Gun control proponents cite the decision as proof that the second amendment applies only to militias, and not to individuals. However, second amendment advocates have always contended that the court did not truly resolve the issue, as it did not specify what it meant by a militia. What most would regard as a well-regulated state militia today, for example, might not be what the Constitution’s framers intended when they drafted the second amendment more than 250 years ago. In the 1700s, all able bodied men were considered part of the state militia and expected to keep a firearm in the event that they were called upon to defend the state. Today, the states no longer have standing militias. However, the Constitution and its original intent still apply. Second amendment proponents argue that since all citizens were part of the state militia at the time the second amendment was drafted, and all citizens were expected to have guns, that the term militia in effect applies to individual citizens.
More recently, in the 2007 case District of Columbia v. Heller, the Supreme Court clarified its position on the second amendment, coming down on the side of individual gun rights.

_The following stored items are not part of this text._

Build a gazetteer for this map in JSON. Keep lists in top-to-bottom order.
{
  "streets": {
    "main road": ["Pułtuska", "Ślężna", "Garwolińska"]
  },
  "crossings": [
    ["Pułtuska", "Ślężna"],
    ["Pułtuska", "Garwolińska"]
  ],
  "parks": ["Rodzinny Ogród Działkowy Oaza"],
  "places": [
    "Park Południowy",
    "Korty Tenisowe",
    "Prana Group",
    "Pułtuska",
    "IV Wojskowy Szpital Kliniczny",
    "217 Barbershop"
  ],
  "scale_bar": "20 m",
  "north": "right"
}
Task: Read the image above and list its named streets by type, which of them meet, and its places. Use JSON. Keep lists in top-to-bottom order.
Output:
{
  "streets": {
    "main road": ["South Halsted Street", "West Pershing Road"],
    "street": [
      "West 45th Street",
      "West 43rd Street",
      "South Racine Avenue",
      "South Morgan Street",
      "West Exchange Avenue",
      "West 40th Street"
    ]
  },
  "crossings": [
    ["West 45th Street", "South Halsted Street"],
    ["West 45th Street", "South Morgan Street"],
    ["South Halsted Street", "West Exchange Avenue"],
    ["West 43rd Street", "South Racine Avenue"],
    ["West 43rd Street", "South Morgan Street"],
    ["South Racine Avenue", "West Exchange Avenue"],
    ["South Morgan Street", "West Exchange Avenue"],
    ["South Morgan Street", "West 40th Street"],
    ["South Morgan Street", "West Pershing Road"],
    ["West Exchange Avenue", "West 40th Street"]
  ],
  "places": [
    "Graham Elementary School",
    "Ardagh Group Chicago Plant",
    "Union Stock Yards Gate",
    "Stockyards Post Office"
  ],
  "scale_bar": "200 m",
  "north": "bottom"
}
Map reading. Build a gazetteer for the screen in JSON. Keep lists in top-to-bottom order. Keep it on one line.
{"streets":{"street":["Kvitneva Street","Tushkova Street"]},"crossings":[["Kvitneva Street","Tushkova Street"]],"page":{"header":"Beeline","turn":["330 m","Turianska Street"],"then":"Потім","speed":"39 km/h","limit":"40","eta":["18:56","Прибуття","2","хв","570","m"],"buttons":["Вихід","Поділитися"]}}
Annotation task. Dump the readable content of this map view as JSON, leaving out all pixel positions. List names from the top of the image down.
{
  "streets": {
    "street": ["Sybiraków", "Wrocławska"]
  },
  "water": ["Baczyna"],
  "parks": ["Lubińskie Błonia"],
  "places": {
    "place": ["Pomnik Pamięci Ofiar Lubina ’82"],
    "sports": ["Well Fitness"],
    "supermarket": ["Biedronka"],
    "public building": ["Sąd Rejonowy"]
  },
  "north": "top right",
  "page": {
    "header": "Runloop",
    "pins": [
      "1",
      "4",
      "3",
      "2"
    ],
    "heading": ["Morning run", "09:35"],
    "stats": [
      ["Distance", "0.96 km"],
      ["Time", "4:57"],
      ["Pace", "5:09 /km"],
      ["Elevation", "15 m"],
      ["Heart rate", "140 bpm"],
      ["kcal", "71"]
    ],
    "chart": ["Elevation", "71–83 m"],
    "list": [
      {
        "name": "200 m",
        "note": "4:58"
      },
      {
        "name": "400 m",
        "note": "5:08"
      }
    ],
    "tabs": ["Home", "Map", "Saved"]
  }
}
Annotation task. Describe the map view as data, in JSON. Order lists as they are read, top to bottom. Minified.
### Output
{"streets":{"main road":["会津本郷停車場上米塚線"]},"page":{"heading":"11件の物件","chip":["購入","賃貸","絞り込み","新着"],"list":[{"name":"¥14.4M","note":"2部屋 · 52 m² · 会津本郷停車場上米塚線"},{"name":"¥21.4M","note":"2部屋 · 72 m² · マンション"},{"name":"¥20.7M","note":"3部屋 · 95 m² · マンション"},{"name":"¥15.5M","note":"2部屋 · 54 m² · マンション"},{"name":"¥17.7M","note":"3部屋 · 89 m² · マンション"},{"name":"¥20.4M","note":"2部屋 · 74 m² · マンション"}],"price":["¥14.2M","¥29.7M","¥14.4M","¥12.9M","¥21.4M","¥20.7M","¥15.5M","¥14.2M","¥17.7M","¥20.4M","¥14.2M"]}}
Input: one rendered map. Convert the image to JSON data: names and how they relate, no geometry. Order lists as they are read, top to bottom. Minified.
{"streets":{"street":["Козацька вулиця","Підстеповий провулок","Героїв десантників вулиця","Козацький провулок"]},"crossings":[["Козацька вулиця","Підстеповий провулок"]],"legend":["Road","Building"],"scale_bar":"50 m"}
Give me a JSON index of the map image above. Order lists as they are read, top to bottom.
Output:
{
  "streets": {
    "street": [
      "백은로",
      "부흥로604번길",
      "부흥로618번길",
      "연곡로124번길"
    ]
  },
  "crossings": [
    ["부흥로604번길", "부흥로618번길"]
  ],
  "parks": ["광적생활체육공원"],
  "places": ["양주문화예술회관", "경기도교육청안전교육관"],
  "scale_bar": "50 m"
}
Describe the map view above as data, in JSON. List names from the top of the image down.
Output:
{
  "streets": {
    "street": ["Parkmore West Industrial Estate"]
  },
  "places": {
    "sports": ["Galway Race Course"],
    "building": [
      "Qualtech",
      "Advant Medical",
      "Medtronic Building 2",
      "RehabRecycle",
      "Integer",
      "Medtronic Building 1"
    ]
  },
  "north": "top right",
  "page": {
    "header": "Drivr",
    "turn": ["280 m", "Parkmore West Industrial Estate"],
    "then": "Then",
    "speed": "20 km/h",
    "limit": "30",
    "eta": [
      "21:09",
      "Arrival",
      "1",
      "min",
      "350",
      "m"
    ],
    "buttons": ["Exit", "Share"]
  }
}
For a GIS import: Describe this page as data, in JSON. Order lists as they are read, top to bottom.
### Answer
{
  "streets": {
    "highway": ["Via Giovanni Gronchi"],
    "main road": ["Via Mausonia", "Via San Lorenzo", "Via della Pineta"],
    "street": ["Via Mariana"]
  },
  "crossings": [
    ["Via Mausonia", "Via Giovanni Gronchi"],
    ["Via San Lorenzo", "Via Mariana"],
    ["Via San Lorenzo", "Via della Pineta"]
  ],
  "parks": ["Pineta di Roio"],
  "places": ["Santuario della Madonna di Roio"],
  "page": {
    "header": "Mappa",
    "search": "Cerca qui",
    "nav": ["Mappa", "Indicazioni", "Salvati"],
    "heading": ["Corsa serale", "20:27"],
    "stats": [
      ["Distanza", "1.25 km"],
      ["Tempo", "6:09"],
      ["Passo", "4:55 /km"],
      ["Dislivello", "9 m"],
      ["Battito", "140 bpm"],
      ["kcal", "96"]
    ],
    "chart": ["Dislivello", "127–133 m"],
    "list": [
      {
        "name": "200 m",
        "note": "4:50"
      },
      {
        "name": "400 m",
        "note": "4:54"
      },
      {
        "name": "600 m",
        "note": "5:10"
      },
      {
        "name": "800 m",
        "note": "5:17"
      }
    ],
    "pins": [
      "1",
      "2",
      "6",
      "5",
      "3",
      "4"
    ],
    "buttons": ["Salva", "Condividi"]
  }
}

The case arose after the District of Columbia passed a law (the Firearms Control Regulations Act of 1975) restricting handgun ownership, excluding those registered prior to 1975. The law also required that all firearms including rifles and shotguns be kept unloaded and disassembled or bound by a trigger lock. In its decision, the court struck down certain provisions of the law unconstitutional, finding that handguns are "arms" for the purposes of the Second Amendment and that the District of Columbia's actions amounted to an unconstitutional banning. More specifically, the court held that:
1.
The Second Amendment protects an individual right to possess a firearm unconnected with service in a militia, and to use that arm for traditionally lawful purposes, such as self-defense within the home.
2.
The “militia” comprised all males physically capable of acting in concert for the common defense. The Antifederalists feared that the federal government would disarm the people in order to disable this citizens’ militia, enabling a politicized standing army or a select militia to rule. The response was to deny Congress power to abridge the ancient right of individuals to keep and bear arms, so that the ideal of a citizens’ militia would be preserved.
While seeming to settle the matter of whether the second amendment applies to individuals (it does), the Heller decision left plenty of wiggle room for gun control proponents, finding that, “Like most rights, the Second Amendment right is not unlimited. It is not a right to keep and carry any weapon whatsoever in any manner whatsoever and for whatever purpose.” So the debate rages on, what are limits of the second amendment, and under what circumstances and to what extent can gun ownership and use be infringed?